Our first park was Hollywood Studios. The Slinky Dog Dash roller coaster already had a wait time of 90 minutes. I found the closest blue umbrella kiosk and signed up for a return time for the ride. Then we started riding whatever we could quickly until our Slinky Dog return time.

As soon as we got off the Slinky Dog Dash, I found the closest blue umbrella to sign up for the next ride, the Rockin’ Roller Coaster.

We had a Fastpass for the nearby Tower or Terror, so we walked over there, and rode it (not using DAS). Then it was the DAS return time for Rockin’ Roller Coaster.

We got off that ride and I found the closest blue umbrella to sign up for Toy Story Mania. There was a long wait time, and we didn’t have another Fastpass, so we stopped for lunch before returning to Toy Story Mania.

Use My Disney Experience

It sounds complicated, but really isn’t. All of the FastPass+ and DAS return times are in the My Disney Experience app. Booking the FastPass+ in advance is essential (especially during peak traffic seasons), and I highly recommend getting the help of a travel agent. You can book your FastPass+ 60 days before your stay if you are staying in a Disney World Resort Hotel. There are travel agents that specialize in guests with disabilities. Mine even went to the resort ahead of time to put notes in our file to make our stay more magical, and just a little bit less stressful for me.

Disney World Disability Pass - waiting on Main Street
There is so much to do while waiting in a virtual line with the DAS pass. It helps decrease everyone’s frustration. Photo credit: Christy Emanuel

Service Animals are Welcome at all Disney resorts.

I also saw crates by a number of rides, which is an option if the animal can’t go onto the ride. They can wait in the crate until the fun is finished.
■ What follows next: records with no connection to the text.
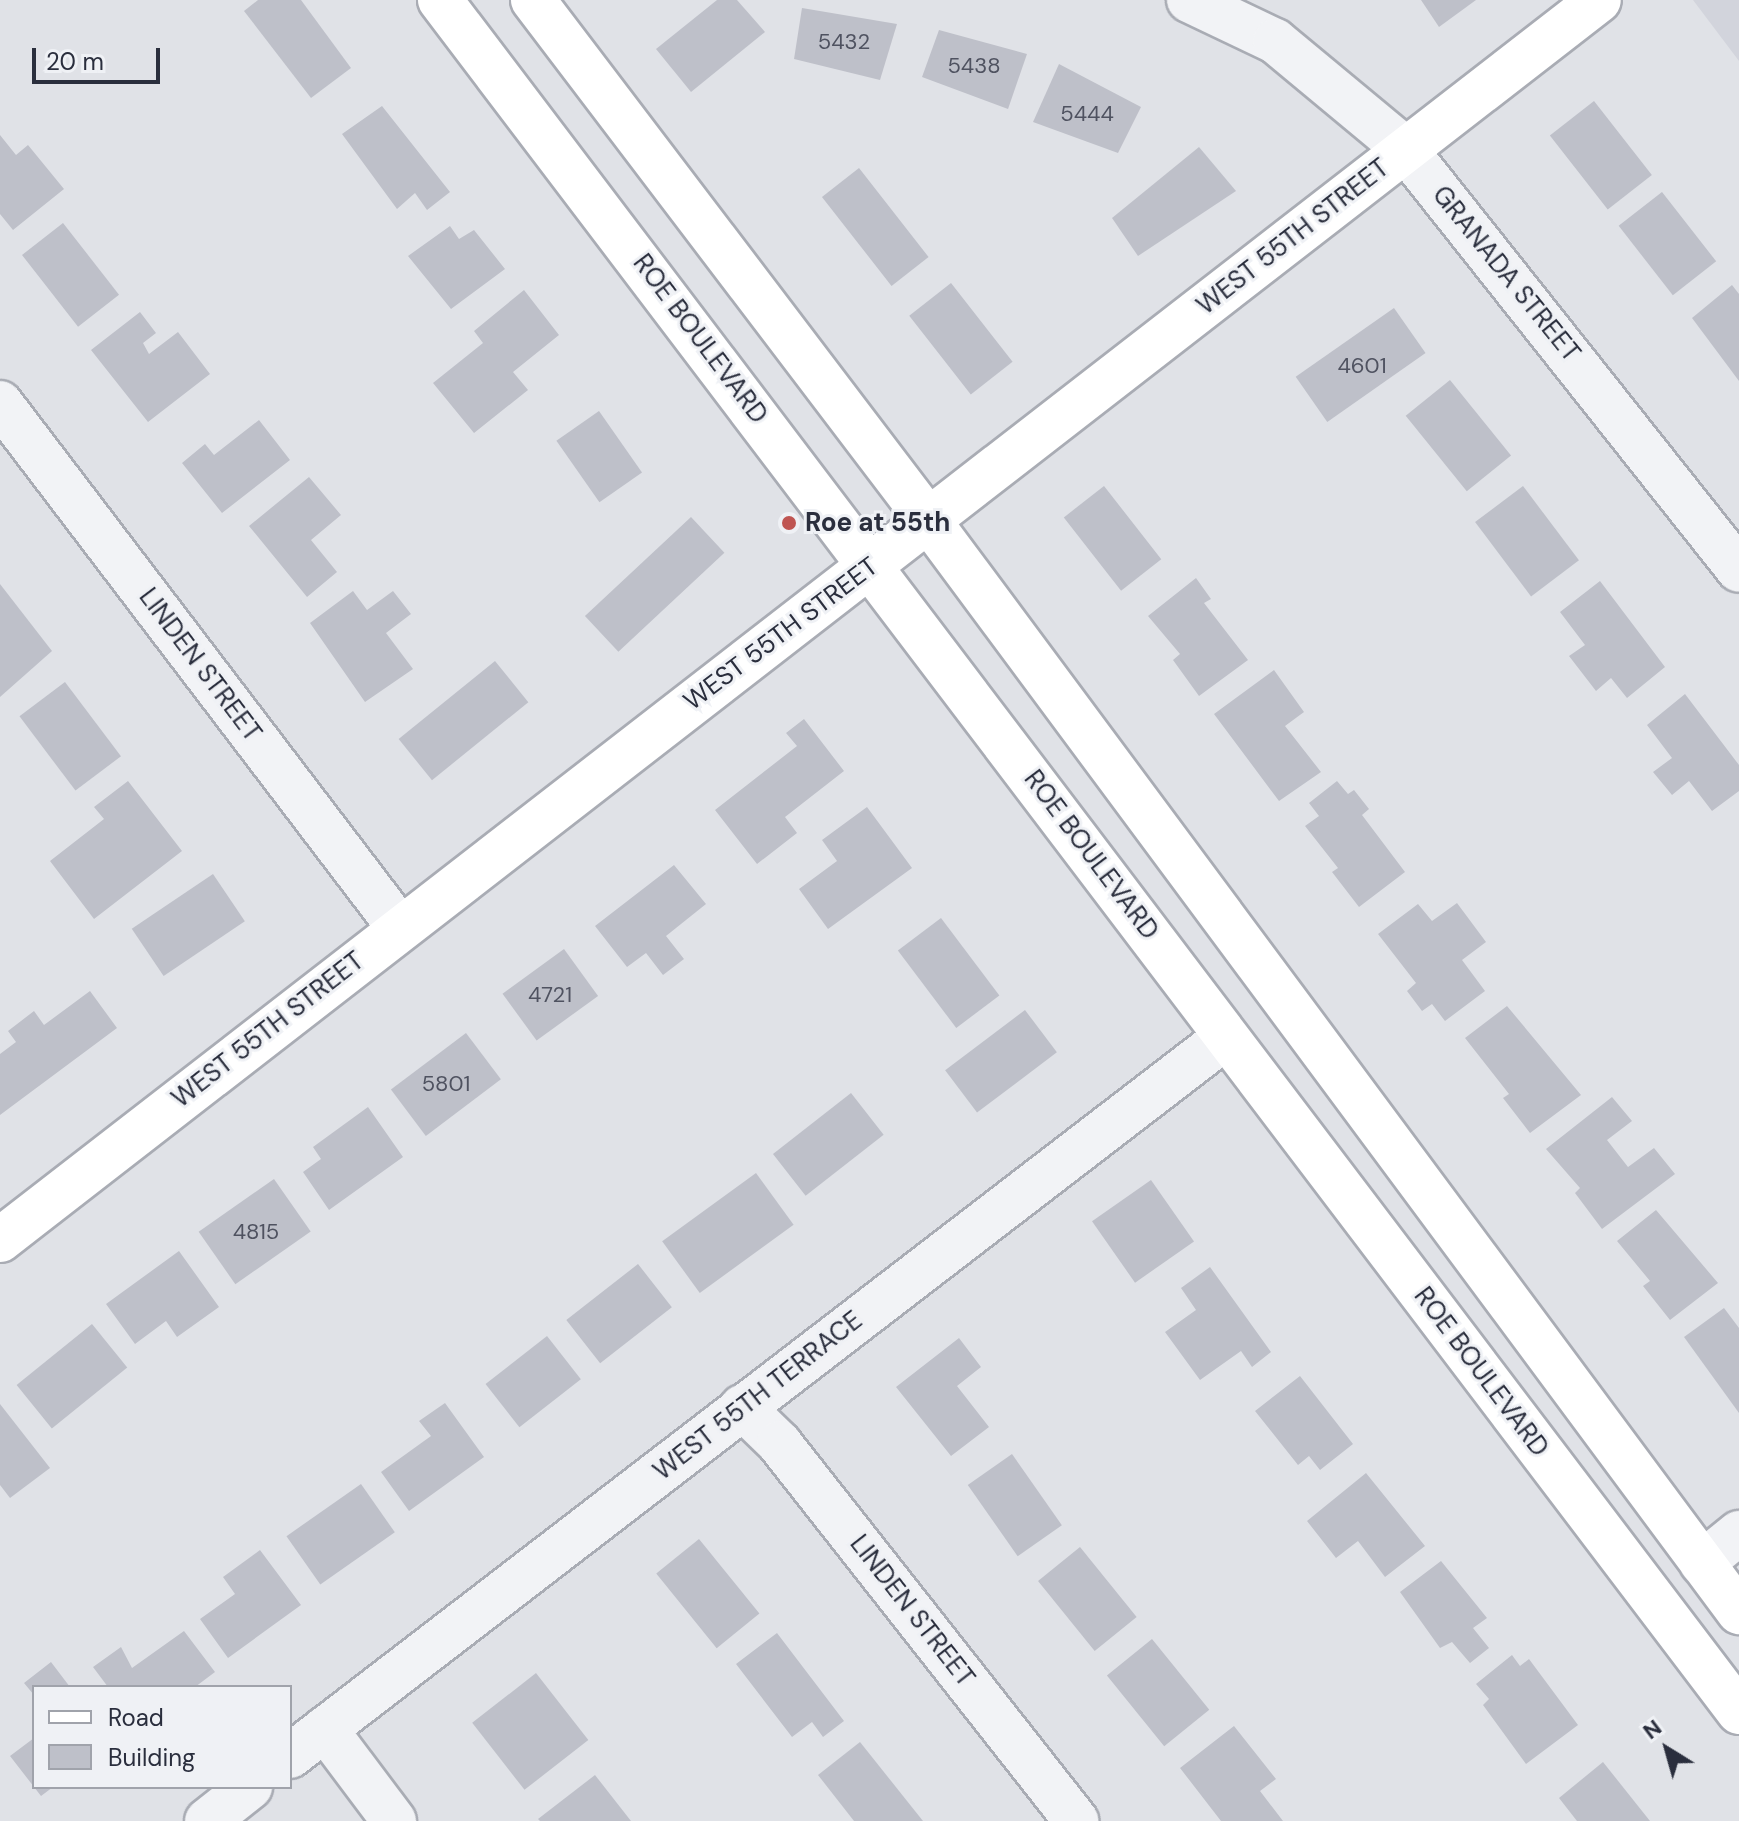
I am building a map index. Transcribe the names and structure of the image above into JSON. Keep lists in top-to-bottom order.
{
  "streets": {
    "main road": ["WEST 55TH STREET", "ROE BOULEVARD"],
    "street": ["GRANADA STREET", "LINDEN STREET", "WEST 55TH TERRACE"]
  },
  "crossings": [
    ["WEST 55TH STREET", "GRANADA STREET"],
    ["WEST 55TH STREET", "ROE BOULEVARD"],
    ["WEST 55TH STREET", "LINDEN STREET"],
    ["ROE BOULEVARD", "WEST 55TH TERRACE"],
    ["LINDEN STREET", "WEST 55TH TERRACE"]
  ],
  "places": ["Roe at 55th"],
  "house_numbers": [
    "5432",
    "5438",
    "5444",
    "4601",
    "4721",
    "5801",
    "4815"
  ],
  "legend": ["Road", "Building"],
  "scale_bar": "20 m",
  "north": "top left"
}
If the service animal isn’t able to go on the ride, or the handler isn’t comfortable taking the animal onto the ride, rider switch (just like the one that we used for kids that don’t meet the height restrictions) is always an option. Just as with a small child, you will ask for a rider switch pass at the entrance to the line.

It’s Not Always Easy

I belong to a disabilities at Disney Facebook group, and I can tell you that it isn’t always easy to travel with a child with a disability. My son doesn’t have an apparent disability. It can be hard to hear comments from folks who don’t understand why we need the accommodations, but I feel so much better about this new system.  Now that we wait in virtual line instead of the front of the line disability pass Disney used to issue to disabled people), we wait in line too!  We just do it in a way that makes our day as enjoyable as everyone else’s.
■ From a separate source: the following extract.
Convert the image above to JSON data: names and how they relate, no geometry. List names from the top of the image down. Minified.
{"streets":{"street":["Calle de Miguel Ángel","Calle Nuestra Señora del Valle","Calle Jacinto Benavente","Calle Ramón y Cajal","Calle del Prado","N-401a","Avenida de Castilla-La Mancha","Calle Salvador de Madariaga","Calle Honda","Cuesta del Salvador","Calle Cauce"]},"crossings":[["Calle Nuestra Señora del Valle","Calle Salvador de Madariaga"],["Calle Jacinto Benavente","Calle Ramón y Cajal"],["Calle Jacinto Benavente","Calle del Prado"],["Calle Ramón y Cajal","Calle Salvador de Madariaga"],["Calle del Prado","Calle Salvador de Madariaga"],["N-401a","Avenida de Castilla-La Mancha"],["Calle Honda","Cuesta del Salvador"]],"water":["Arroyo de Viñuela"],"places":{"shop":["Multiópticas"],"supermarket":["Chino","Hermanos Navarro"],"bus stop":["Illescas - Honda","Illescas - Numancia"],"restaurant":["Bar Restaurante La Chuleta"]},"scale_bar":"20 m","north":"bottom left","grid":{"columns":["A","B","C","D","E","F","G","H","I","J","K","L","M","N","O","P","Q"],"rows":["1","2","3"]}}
No one wants to see the meltdown that occurs when my son has to wait for long periods at Walt Disney World Resorts. I don’t like it either. I applaud the efforts of Walt Disney World to make the parks a magical experience for all of its guests!

4 responses


  1. Thank you for the tips. I have an Autistic child and this sounds like it will make the experience better for him and others as well. God bless! We are off to Disney with less anxiety already!

  2. Hi is the disability pass free? My son has Down Syndrome and this is an interesting option for us to visit the park

  3. So you are able to take advantage and get fast passes for every ride because you can claim your kid is “disabled”? That’s not right.

    1. It’s hard being a mom of a child with special needs. To have a few “perks” in life is a nice relief from all we do raising a special needs child. It’s hard work at times so this is a great program for us.